Dataset entries
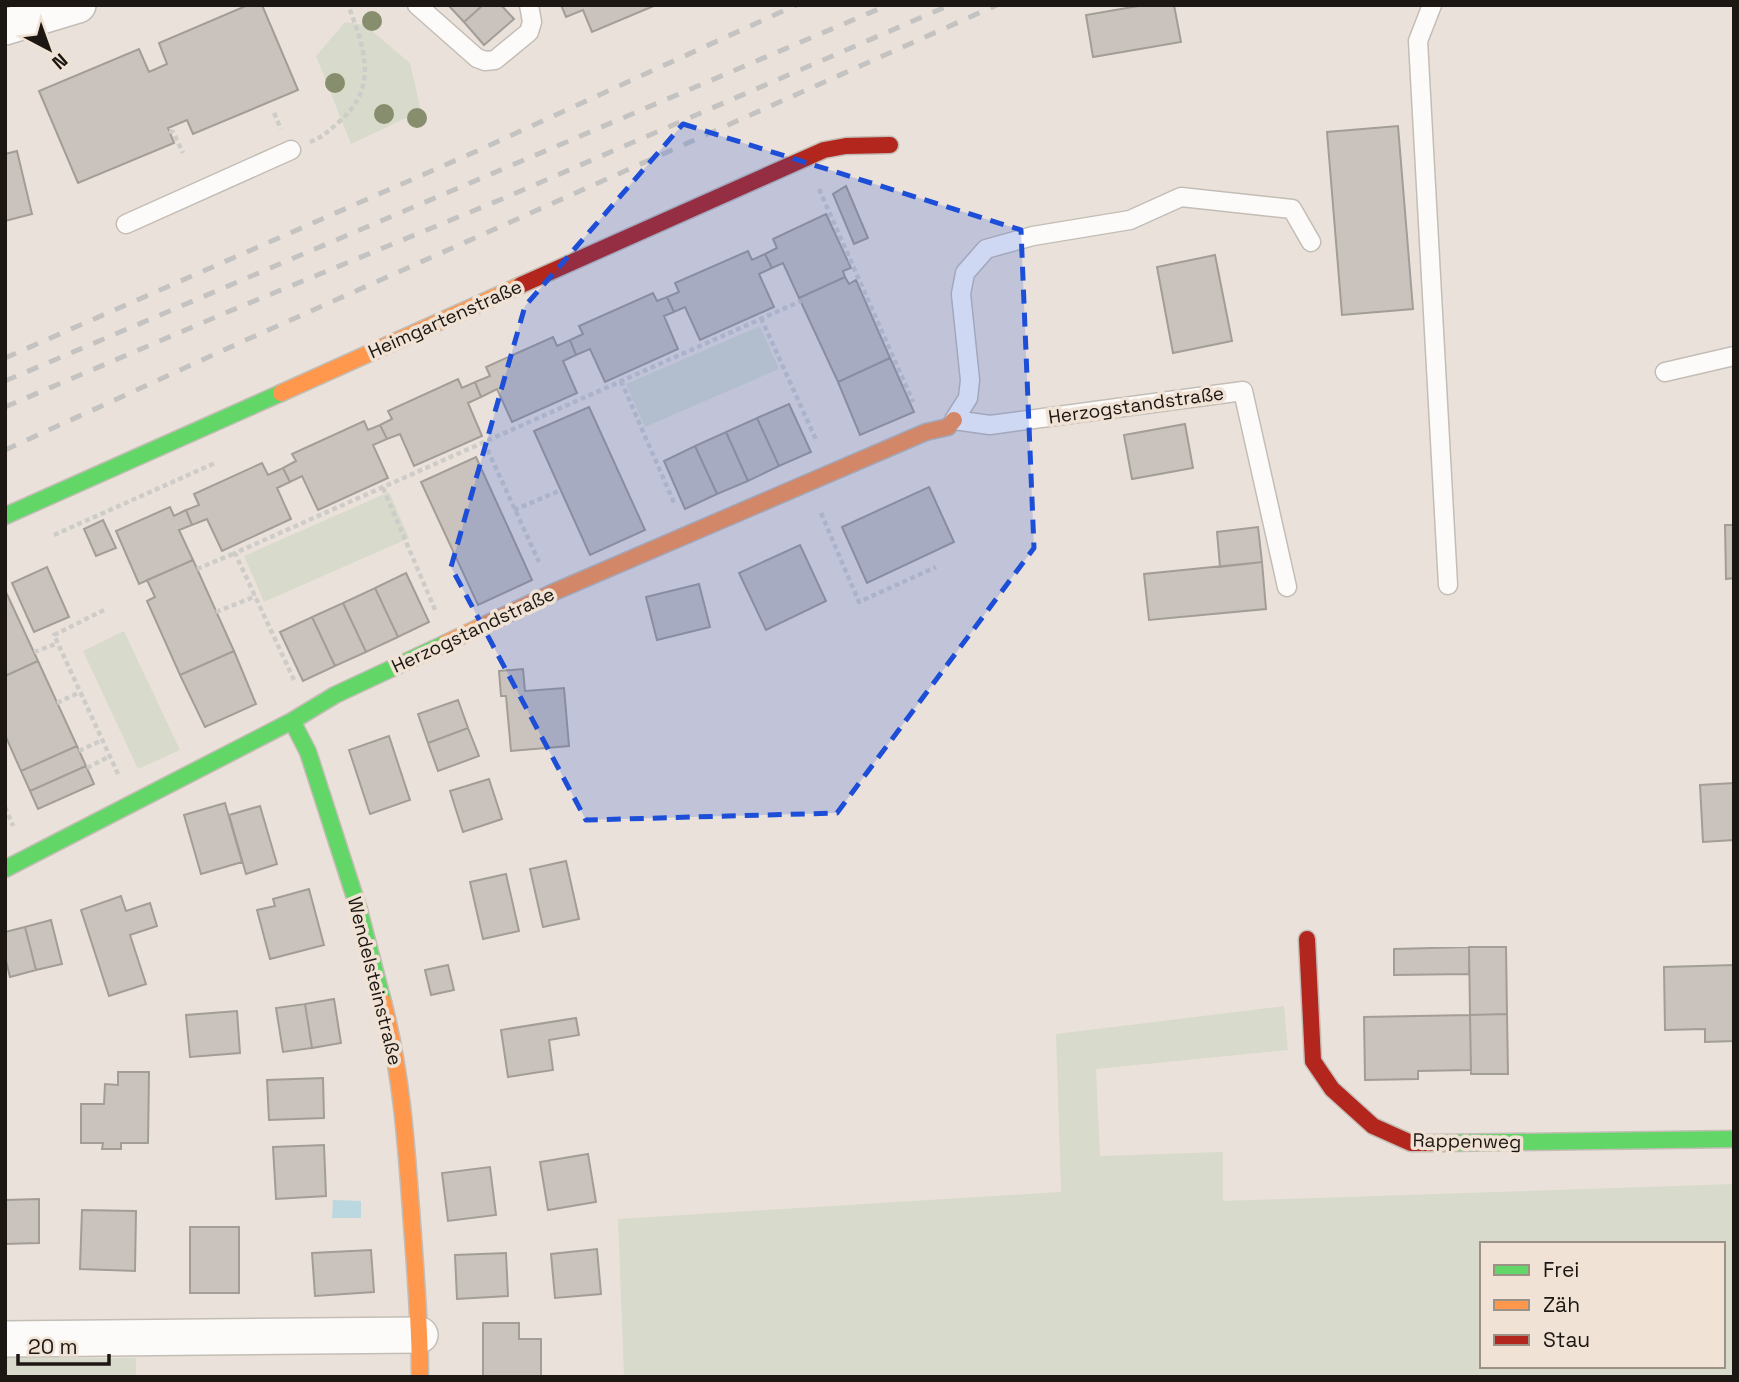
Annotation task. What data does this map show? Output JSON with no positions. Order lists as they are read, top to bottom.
{
  "streets": {
    "street": [
      "Heimgartenstraße",
      "Herzogstandstraße",
      "Wendelsteinstraße",
      "Rappenweg"
    ]
  },
  "crossings": [
    ["Herzogstandstraße", "Wendelsteinstraße"]
  ],
  "legend": ["Frei", "Zäh", "Stau"],
  "scale_bar": "20 m",
  "north": "bottom right"
}
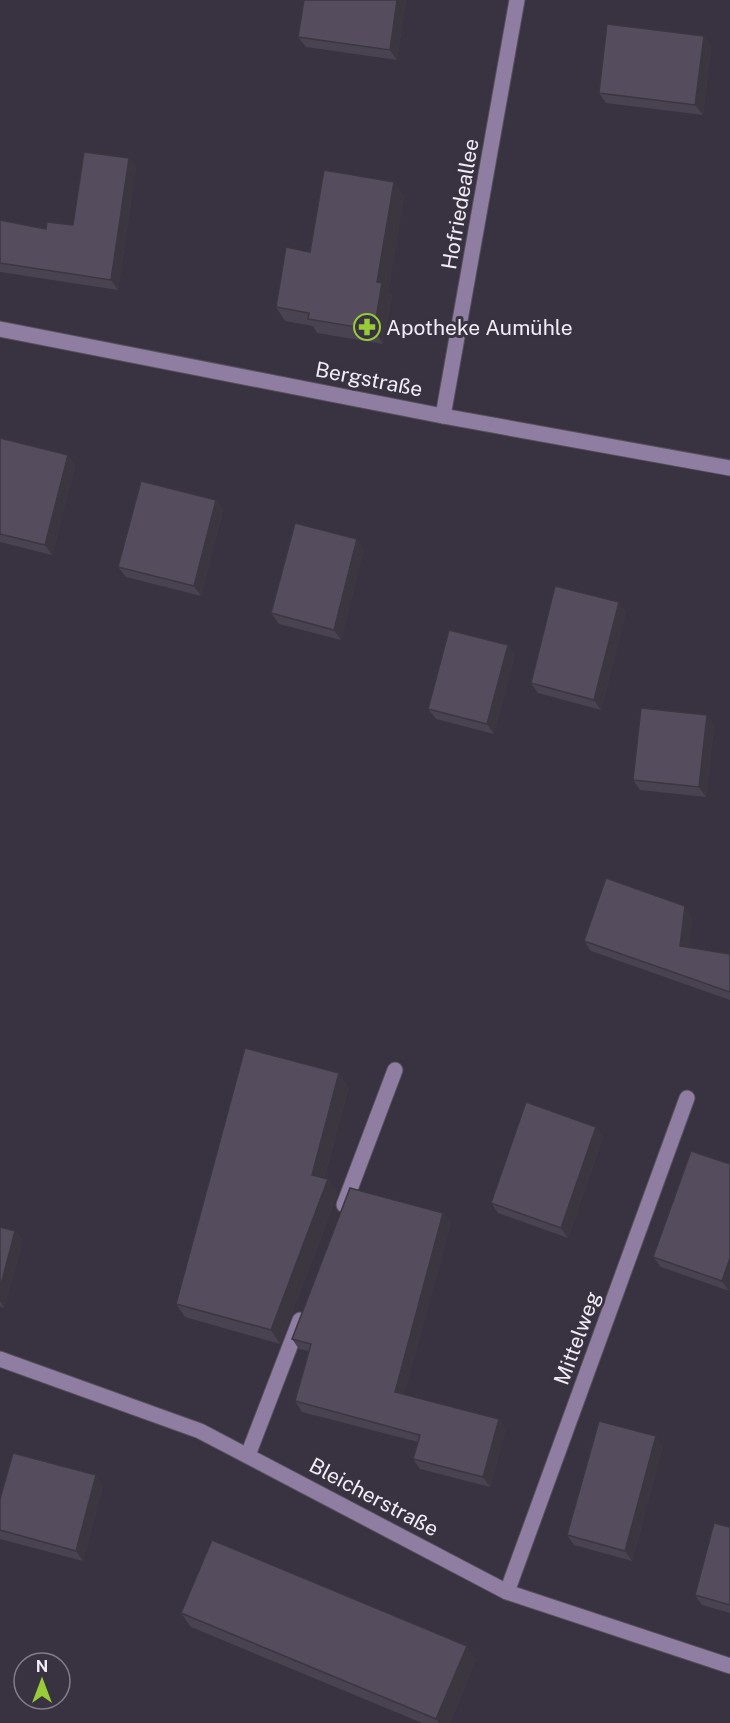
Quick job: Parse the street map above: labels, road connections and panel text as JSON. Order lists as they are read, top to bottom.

> [EXERCISE DETAILS] With the images left out, output all the entries above exactly.

> [EXERCISE ANSWER]
Annotation task. What data does this map show? Output JSON with no positions. Order lists as they are read, top to bottom.
{
  "streets": {
    "street": [
      "Heimgartenstraße",
      "Herzogstandstraße",
      "Wendelsteinstraße",
      "Rappenweg"
    ]
  },
  "crossings": [
    ["Herzogstandstraße", "Wendelsteinstraße"]
  ],
  "legend": ["Frei", "Zäh", "Stau"],
  "scale_bar": "20 m",
  "north": "bottom right"
}
Quick job: Parse the street map above: labels, road connections and panel text as JSON. Order lists as they are read, top to bottom.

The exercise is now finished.